36. Foreign Agent In Cash Case Seeks Leniency
Source: Miami Herald                                                                         01/12/2009
By Jay Weaver
        A rich businessman convicted of working as an illegal Venezuelan agent in the United States says
he should be sent to prison for no more than three years, asserting that the judge in the case said he and
his co-defendants had done no harm to this country.
        Franklin Duran, who will be sentenced Monday, was the only defendant among five Latin
American men indicted in 2007 to fight charges at trial that they had come to South Florida to cover up a
hemispheric political scandal.
        The men were charged with working on behalf of Venezuela's spy agency to silence a colleague
who had been caught with a suitcase stuffed with $800,000. Prosecutors say the money was a gift from
Venezuelan President Hugo Chavéz to Argentina's new president.
        In November, a federal jury found Duran, 41, guilty of conspiring and operating as an illegal
foreign agent who failed to register with the U.S. government -- a pair of offenses that carry up to 15
years in prison.
        Three of his co-conspirators -- including a former business partner who testified against him --
pleaded guilty and received terms of 15 to 34 months.

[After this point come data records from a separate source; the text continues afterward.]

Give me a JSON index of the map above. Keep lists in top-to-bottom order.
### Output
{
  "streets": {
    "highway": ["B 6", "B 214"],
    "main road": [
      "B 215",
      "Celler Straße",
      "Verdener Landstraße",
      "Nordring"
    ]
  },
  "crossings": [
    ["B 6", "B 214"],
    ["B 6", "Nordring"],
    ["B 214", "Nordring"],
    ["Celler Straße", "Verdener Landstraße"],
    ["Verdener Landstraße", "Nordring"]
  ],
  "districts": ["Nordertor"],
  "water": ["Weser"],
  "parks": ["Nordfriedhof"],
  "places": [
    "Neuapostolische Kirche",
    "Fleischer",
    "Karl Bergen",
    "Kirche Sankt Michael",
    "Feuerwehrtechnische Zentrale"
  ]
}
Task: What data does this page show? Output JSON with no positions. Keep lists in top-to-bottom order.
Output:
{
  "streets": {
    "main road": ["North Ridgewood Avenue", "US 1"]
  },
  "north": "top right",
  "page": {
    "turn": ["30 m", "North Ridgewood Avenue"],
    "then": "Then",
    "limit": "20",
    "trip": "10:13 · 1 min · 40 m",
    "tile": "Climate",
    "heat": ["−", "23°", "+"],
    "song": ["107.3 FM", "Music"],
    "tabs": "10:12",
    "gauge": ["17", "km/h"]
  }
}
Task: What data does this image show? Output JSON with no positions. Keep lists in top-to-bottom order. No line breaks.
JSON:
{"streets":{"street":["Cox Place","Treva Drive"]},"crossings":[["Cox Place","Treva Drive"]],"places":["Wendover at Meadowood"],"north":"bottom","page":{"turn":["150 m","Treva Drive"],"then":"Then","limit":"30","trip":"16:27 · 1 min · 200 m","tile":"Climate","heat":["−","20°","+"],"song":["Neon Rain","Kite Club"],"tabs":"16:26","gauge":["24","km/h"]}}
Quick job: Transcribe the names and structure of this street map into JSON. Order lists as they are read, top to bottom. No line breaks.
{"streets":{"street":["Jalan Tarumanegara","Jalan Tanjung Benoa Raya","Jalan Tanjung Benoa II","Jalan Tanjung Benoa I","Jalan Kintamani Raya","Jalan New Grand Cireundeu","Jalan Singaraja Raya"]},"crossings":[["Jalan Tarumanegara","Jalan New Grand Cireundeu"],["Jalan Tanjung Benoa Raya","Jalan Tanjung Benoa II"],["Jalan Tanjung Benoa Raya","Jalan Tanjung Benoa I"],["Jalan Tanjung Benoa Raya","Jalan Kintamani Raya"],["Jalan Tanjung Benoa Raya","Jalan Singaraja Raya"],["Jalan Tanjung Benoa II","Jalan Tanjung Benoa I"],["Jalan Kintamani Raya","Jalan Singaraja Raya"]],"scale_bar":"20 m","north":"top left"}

A fifth defendant is a fugitive.
        But prosecutors say Duran, who owns a Key Biscayne home, led the coverup effort to curry favor
with a Venezuelan government that had granted millions of dollars in public contracts to him and ex-
partner Carlos Kauffmann in exchange for huge kickbacks.
                                                                                                           34
        In court papers, Duran's attorney, Ed Shohat, asserted that U.S. District Judge Joan Lenard
acknowledged that the group's mission had not entailed spying on the U.S. government, obtaining state
secrets or gathering information about the South Florida community for Venezuela.
        ''The fact that Duran's conduct in this case was never intended to cause any damage to any national
interest of the United States . . . is an important factor to consider not only on its own, but also in
comparison to other cases,'' Shohat argued.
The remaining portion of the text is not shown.